─── INPUT

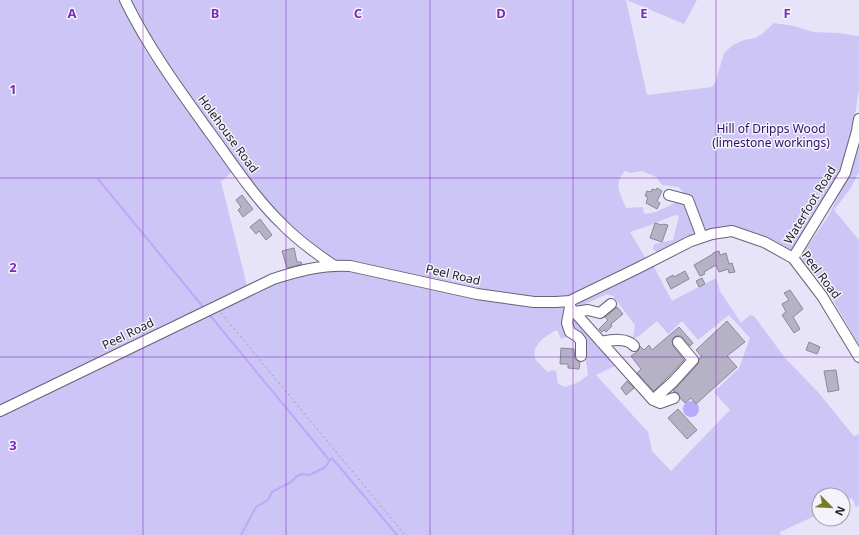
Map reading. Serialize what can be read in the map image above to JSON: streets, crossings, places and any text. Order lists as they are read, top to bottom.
{
  "streets": {
    "street": ["Holehouse Road", "Waterfoot Road", "Peel Road"]
  },
  "crossings": [
    ["Holehouse Road", "Peel Road"],
    ["Waterfoot Road", "Peel Road"]
  ],
  "parks": ["Hill of Dripps Wood (limestone workings)"],
  "north": "bottom right",
  "grid": {
    "columns": [
      "A",
      "B",
      "C",
      "D",
      "E",
      "F"
    ],
    "rows": ["1", "2", "3"]
  }
}
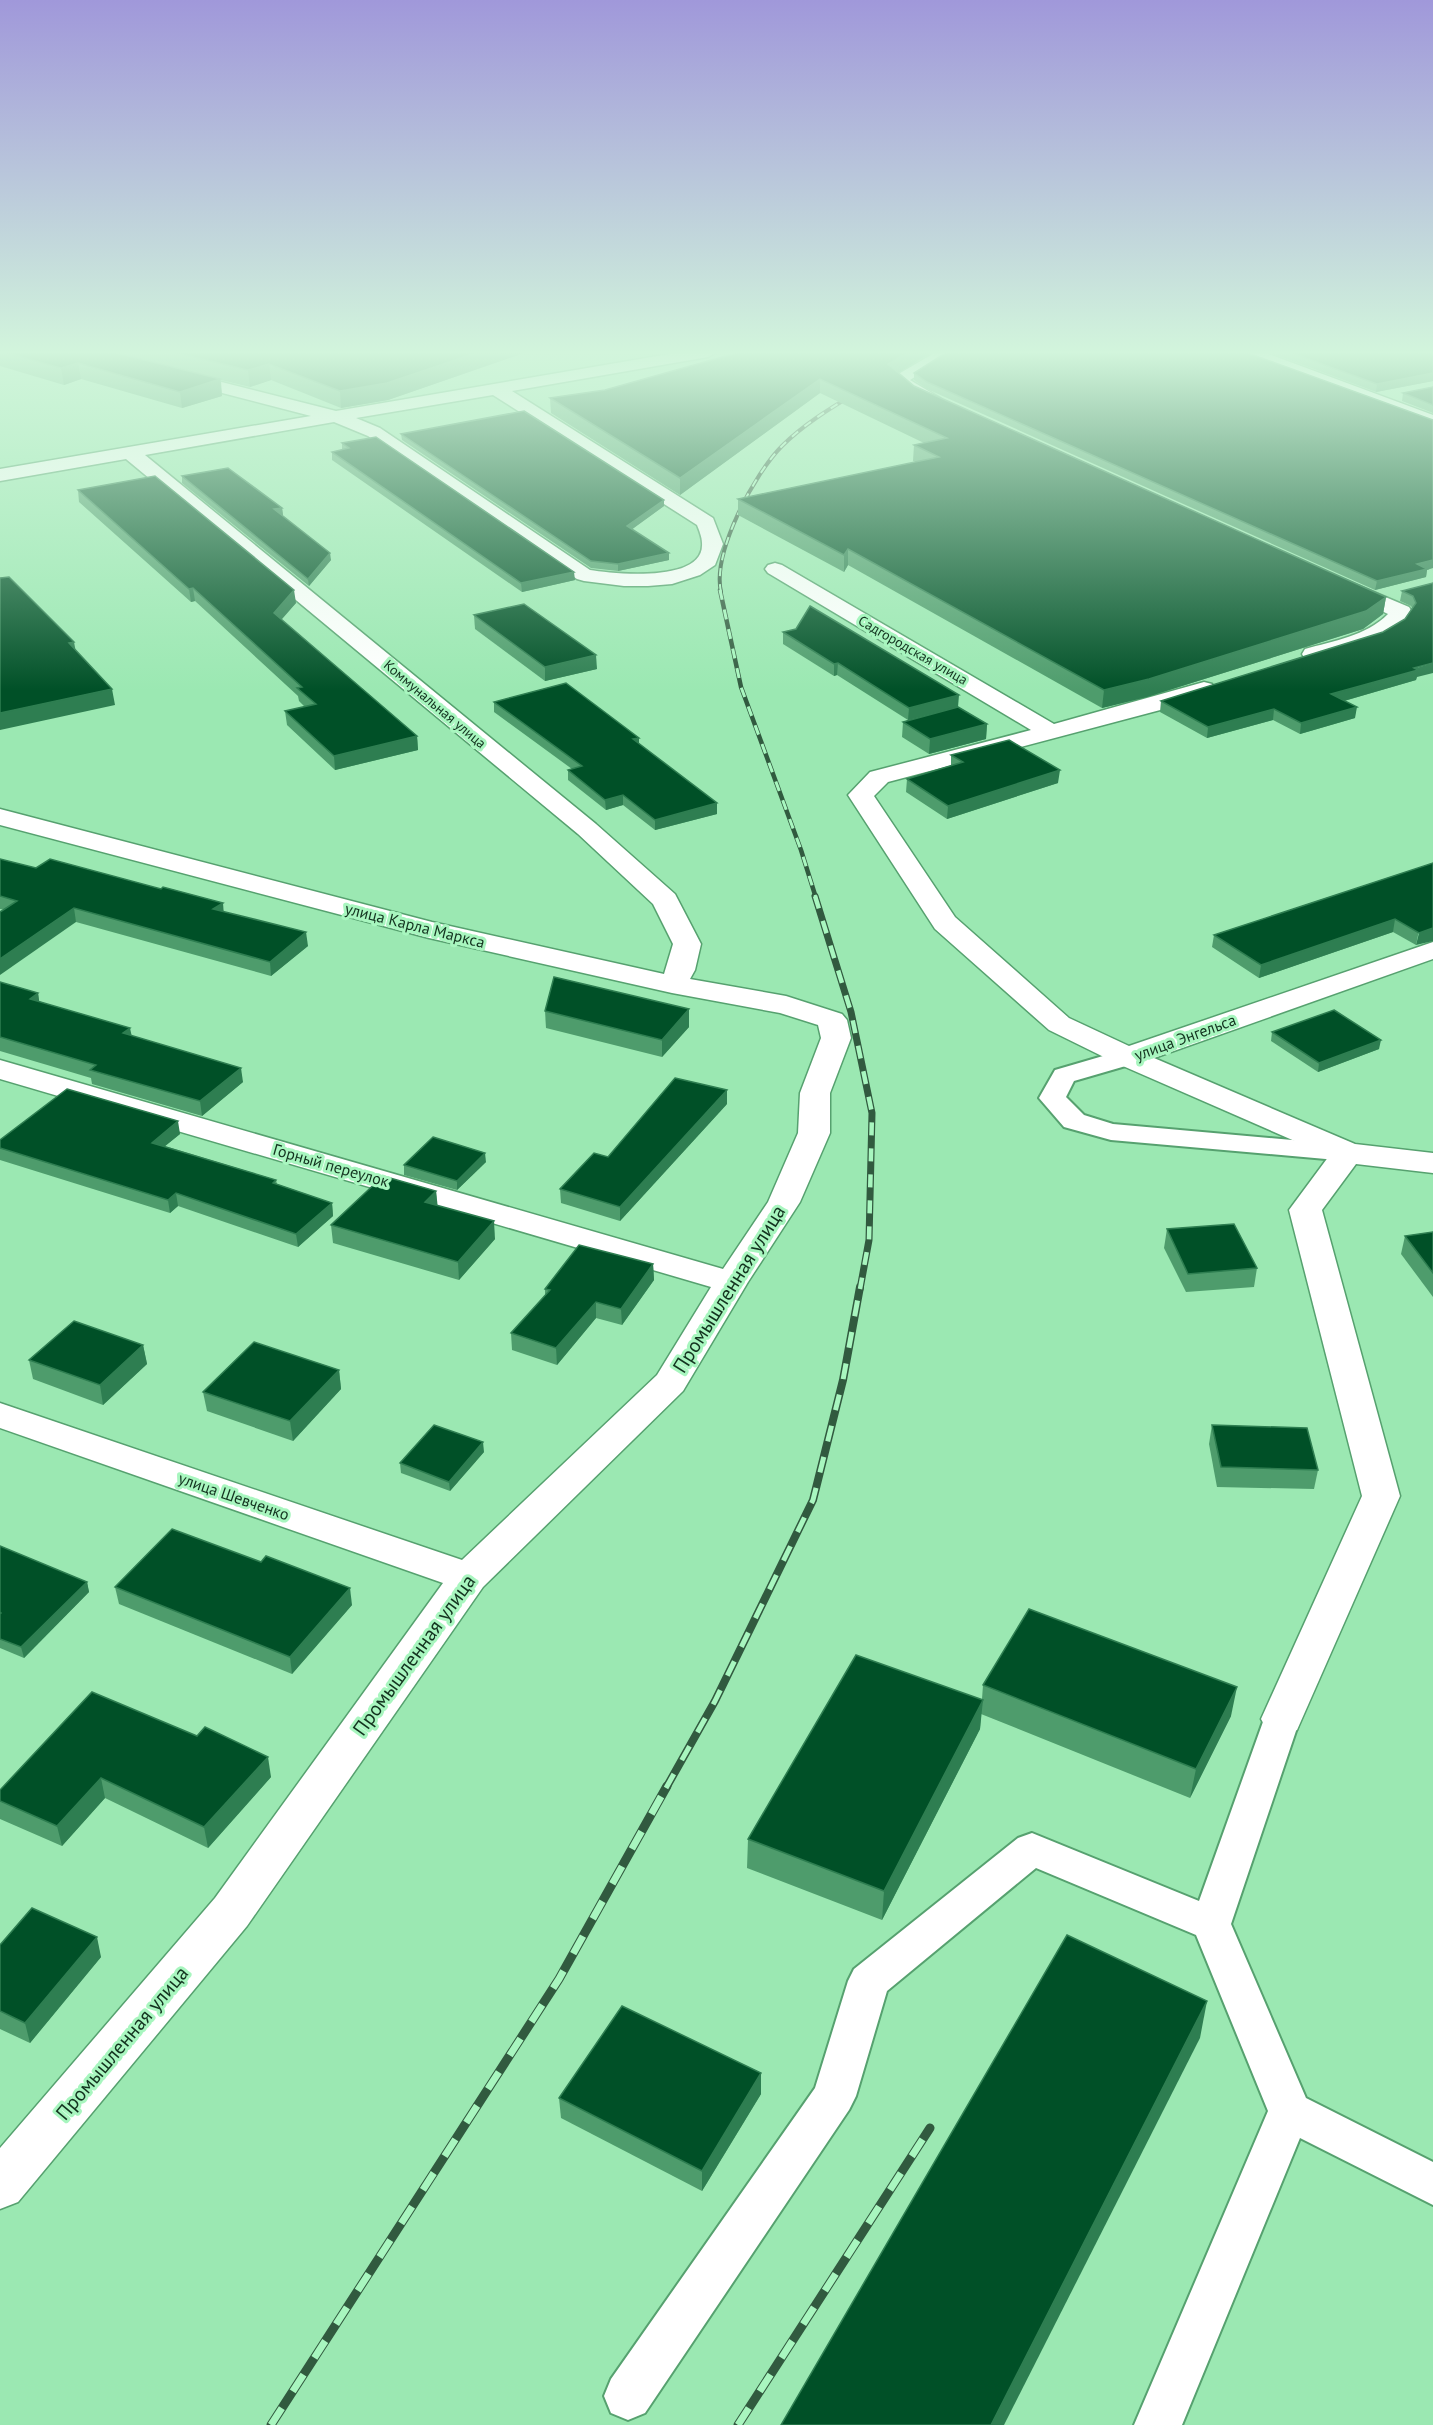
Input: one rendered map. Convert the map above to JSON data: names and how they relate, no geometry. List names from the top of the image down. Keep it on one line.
{"streets":{"street":["Садгородская улица","Коммунальная улица","улица Карла Маркса","улица Энгельса","Горный переулок","Промышленная улица","улица Шевченко"]},"crossings":[["Коммунальная улица","улица Карла Маркса"],["улица Карла Маркса","Промышленная улица"],["Горный переулок","Промышленная улица"],["Промышленная улица","улица Шевченко"]]}
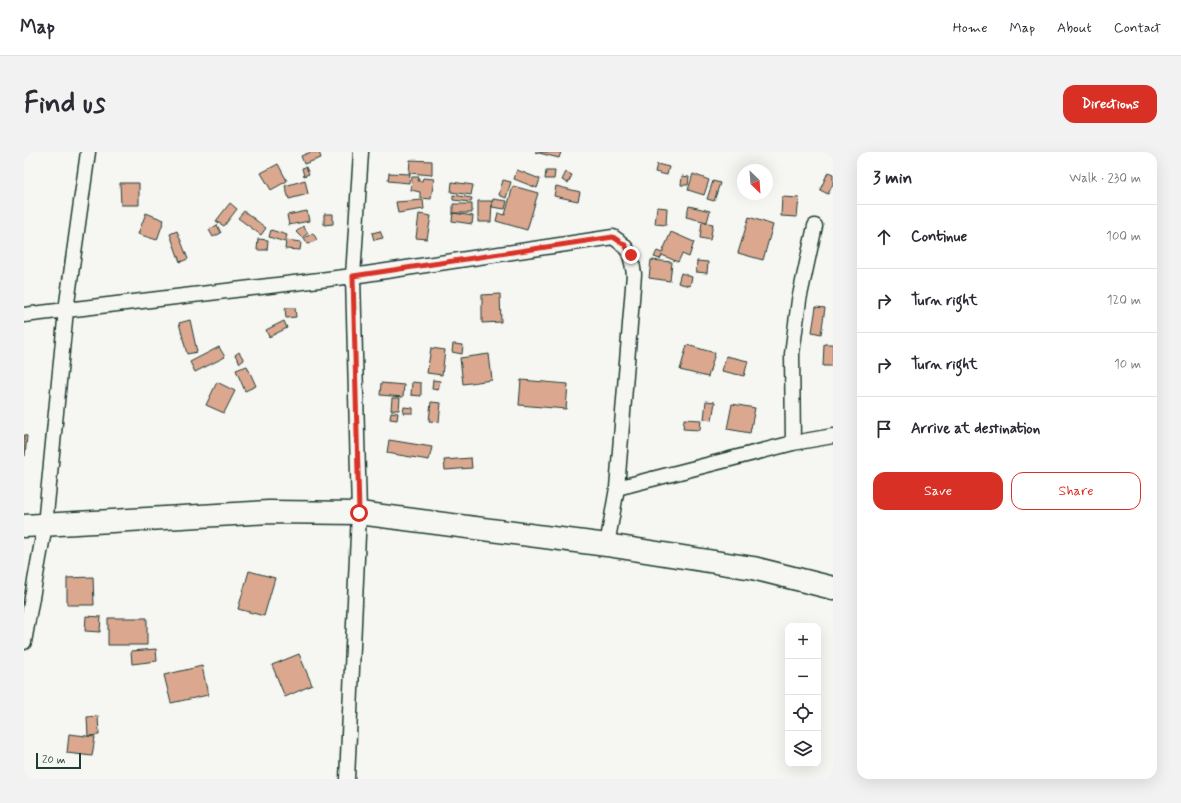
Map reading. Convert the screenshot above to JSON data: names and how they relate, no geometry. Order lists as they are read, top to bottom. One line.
{"scale_bar":"20 m","north":"bottom right","page":{"header":"Map","nav":["Home","Map","About","Contact"],"buttons":["Directions",["Save","Share"]],"title":"Find us","heading":["3 min","Walk · 230 m"],"list":[["Continue","100 m"],["Turn right","120 m"],["Turn right","10 m"],"Arrive at destination"],"map_buttons":["+","−"],"scale":"20 m"}}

──────

• **EXERCISE DETAILS**
From the material above, print everything exactly except the pictures.

• **EXERCISE OUTPUT**
Map reading. Serialize what can be read in the map image above to JSON: streets, crossings, places and any text. Order lists as they are read, top to bottom.
{
  "streets": {
    "street": ["Holehouse Road", "Waterfoot Road", "Peel Road"]
  },
  "crossings": [
    ["Holehouse Road", "Peel Road"],
    ["Waterfoot Road", "Peel Road"]
  ],
  "parks": ["Hill of Dripps Wood (limestone workings)"],
  "north": "bottom right",
  "grid": {
    "columns": [
      "A",
      "B",
      "C",
      "D",
      "E",
      "F"
    ],
    "rows": ["1", "2", "3"]
  }
}
Input: one rendered map. Convert the map above to JSON data: names and how they relate, no geometry. List names from the top of the image down. Keep it on one line.
{"streets":{"street":["Садгородская улица","Коммунальная улица","улица Карла Маркса","улица Энгельса","Горный переулок","Промышленная улица","улица Шевченко"]},"crossings":[["Коммунальная улица","улица Карла Маркса"],["улица Карла Маркса","Промышленная улица"],["Горный переулок","Промышленная улица"],["Промышленная улица","улица Шевченко"]]}
Map reading. Convert the screenshot above to JSON data: names and how they relate, no geometry. Order lists as they are read, top to bottom. One line.
{"scale_bar":"20 m","north":"bottom right","page":{"header":"Map","nav":["Home","Map","About","Contact"],"buttons":["Directions",["Save","Share"]],"title":"Find us","heading":["3 min","Walk · 230 m"],"list":[["Continue","100 m"],["Turn right","120 m"],["Turn right","10 m"],"Arrive at destination"],"map_buttons":["+","−"],"scale":"20 m"}}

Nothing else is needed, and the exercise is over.